_Task goal_: Look below for the line that has "display:flex; align-items:center; gap:12px;". Set down the lines from there through the line that has "position:absolute; left:796px; top:18px;", exactly as written.

_Data records_:
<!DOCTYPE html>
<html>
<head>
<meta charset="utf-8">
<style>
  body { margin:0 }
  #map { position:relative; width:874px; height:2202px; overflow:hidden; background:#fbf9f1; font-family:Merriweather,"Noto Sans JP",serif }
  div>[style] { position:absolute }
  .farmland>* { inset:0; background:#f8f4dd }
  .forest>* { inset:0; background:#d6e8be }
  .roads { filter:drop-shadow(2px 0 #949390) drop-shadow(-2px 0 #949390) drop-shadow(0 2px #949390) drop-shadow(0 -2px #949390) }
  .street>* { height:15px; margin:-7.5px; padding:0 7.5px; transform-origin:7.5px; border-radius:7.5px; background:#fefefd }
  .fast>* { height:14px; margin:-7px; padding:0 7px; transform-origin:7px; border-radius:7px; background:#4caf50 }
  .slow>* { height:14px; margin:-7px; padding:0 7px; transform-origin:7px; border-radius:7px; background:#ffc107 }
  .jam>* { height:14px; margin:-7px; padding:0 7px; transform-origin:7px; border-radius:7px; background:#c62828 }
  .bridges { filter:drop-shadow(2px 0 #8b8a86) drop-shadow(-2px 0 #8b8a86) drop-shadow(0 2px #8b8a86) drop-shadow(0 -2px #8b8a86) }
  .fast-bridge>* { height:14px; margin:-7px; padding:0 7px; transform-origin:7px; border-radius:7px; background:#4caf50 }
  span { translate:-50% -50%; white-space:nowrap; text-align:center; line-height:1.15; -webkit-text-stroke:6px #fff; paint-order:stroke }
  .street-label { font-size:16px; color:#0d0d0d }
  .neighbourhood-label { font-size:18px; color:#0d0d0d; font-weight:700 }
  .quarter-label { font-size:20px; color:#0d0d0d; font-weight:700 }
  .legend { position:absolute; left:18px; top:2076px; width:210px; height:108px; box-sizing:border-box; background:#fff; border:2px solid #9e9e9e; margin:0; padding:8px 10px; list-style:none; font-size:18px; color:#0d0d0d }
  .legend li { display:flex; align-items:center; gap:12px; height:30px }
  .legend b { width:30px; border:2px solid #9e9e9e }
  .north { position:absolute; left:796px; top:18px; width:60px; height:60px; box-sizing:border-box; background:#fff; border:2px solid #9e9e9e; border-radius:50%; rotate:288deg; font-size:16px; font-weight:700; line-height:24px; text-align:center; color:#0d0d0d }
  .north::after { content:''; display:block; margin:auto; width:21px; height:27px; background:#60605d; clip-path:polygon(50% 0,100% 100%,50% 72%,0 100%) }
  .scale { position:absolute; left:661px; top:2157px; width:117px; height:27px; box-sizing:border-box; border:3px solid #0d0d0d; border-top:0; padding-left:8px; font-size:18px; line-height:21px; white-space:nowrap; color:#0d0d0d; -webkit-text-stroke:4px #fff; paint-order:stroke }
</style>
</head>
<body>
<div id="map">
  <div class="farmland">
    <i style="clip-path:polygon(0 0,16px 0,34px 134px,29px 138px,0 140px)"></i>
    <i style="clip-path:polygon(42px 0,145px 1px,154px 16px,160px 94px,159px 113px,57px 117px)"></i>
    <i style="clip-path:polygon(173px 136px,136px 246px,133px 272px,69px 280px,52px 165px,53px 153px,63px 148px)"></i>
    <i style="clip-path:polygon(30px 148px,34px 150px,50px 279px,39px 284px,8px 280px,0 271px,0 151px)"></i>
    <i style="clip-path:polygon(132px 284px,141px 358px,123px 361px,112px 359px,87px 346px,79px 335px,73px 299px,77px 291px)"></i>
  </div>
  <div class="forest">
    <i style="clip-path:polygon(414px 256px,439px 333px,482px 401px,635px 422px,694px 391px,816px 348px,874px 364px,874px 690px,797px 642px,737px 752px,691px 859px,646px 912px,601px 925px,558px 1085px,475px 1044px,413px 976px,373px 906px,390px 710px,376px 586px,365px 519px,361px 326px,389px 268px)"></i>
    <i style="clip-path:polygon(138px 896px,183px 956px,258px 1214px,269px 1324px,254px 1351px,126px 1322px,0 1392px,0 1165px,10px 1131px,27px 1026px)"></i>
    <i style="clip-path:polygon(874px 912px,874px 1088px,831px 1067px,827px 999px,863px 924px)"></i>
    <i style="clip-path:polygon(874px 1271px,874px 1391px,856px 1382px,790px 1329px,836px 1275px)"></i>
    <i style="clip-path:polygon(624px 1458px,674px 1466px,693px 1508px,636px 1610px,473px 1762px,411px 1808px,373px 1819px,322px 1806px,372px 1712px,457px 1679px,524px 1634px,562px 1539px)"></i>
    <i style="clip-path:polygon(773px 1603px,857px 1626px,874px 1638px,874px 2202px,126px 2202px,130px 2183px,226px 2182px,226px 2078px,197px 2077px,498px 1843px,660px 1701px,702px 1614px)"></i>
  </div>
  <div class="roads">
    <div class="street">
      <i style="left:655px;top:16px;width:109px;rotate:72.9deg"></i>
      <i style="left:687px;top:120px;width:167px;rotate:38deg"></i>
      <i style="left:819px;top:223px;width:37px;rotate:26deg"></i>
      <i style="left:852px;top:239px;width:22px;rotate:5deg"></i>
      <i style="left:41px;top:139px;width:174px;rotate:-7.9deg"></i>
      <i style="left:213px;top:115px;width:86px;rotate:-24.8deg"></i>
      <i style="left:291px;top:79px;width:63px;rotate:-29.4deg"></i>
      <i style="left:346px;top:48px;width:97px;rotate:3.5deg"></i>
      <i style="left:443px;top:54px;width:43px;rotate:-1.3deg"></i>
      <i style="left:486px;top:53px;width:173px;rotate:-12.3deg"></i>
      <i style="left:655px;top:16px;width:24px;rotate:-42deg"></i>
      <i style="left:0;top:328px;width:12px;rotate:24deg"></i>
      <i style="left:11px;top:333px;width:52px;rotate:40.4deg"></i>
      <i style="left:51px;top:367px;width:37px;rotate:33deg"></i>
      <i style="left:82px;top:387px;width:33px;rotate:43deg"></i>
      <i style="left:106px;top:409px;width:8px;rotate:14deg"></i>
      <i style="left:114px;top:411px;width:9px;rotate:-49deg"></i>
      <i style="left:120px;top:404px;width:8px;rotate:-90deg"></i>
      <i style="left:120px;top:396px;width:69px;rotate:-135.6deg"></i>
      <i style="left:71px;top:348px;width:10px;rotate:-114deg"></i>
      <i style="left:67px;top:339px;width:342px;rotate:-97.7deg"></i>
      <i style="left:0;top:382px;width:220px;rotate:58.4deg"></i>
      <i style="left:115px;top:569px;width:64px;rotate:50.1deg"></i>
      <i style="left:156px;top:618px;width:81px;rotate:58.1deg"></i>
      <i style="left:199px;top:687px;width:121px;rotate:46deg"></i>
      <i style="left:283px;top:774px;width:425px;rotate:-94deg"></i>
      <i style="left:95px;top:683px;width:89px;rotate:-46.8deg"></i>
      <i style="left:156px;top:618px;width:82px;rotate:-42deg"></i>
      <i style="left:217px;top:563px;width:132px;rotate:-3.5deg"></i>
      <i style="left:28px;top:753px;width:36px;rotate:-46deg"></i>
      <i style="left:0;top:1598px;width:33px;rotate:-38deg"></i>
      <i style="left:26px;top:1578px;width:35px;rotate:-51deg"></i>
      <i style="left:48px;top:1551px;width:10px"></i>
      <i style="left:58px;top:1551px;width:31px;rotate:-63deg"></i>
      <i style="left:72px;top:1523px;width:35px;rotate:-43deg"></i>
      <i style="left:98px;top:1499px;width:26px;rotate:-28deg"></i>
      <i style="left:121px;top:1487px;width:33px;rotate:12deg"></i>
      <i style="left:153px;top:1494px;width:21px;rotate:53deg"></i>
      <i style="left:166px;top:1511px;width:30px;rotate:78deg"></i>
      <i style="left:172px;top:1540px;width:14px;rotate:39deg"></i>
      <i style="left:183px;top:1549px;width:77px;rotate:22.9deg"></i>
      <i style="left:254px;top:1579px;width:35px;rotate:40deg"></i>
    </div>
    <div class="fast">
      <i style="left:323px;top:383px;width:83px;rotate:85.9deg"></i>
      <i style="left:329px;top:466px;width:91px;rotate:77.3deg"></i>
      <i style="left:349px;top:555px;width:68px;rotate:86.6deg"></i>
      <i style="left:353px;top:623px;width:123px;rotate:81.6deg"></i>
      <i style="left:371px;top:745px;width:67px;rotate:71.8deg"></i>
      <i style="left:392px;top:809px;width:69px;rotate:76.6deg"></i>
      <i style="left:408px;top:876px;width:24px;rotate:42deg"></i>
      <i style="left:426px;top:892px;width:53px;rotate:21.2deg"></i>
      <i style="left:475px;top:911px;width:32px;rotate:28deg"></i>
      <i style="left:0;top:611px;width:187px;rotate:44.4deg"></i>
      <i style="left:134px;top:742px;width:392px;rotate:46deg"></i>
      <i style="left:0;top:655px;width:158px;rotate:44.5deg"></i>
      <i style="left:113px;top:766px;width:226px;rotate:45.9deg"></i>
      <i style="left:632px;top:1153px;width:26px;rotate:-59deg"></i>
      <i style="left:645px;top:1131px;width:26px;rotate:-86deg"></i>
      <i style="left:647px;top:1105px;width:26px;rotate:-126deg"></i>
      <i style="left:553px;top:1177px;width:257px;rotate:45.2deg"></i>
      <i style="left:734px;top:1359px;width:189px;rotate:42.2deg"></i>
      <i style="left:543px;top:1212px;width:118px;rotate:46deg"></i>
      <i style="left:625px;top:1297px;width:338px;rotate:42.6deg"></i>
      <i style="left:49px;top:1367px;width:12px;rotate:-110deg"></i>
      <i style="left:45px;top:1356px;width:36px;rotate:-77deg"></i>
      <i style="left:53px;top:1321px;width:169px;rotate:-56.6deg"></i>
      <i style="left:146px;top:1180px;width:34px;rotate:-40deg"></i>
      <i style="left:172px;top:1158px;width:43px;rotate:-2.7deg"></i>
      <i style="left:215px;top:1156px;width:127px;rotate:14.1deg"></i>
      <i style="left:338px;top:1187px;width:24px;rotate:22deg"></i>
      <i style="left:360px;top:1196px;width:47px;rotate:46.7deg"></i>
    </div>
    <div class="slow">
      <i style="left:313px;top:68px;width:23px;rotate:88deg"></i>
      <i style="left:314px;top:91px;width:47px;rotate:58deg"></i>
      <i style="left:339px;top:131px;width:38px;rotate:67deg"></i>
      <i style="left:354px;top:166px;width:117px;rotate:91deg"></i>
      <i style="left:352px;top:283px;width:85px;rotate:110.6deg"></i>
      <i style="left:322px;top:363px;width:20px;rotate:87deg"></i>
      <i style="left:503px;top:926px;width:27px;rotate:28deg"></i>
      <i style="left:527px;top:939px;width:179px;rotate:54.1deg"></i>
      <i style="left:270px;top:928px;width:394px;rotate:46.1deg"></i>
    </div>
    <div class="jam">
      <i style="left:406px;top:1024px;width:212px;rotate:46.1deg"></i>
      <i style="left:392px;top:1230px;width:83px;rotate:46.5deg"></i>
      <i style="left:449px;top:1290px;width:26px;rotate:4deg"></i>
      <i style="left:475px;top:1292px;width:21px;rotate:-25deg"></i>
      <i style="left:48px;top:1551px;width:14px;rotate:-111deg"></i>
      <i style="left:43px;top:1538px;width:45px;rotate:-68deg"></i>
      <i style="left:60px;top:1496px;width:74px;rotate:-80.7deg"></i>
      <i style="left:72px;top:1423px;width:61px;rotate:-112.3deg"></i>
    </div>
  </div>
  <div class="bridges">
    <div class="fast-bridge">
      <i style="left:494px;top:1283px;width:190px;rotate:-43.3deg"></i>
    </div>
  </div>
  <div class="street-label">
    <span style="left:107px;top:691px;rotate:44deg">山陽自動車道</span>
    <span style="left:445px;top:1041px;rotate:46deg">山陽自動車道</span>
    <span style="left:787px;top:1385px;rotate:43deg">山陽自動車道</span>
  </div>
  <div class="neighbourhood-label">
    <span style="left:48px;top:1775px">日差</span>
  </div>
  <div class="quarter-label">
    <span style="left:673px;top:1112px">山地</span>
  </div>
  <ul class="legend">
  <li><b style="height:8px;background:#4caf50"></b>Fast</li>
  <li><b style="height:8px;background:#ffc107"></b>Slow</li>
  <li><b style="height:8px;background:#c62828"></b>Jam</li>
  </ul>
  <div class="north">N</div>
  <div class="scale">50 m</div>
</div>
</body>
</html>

_Written response_:
  .legend li { display:flex; align-items:center; gap:12px; height:30px }
  .legend b { width:30px; border:2px solid #9e9e9e }
  .north { position:absolute; left:796px; top:18px; width:60px; height:60px; box-sizing:border-box; background:#fff; border:2px solid #9e9e9e; border-radius:50%; rotate:288deg; font-size:16px; font-weight:700; line-height:24px; text-align:center; color:#0d0d0d }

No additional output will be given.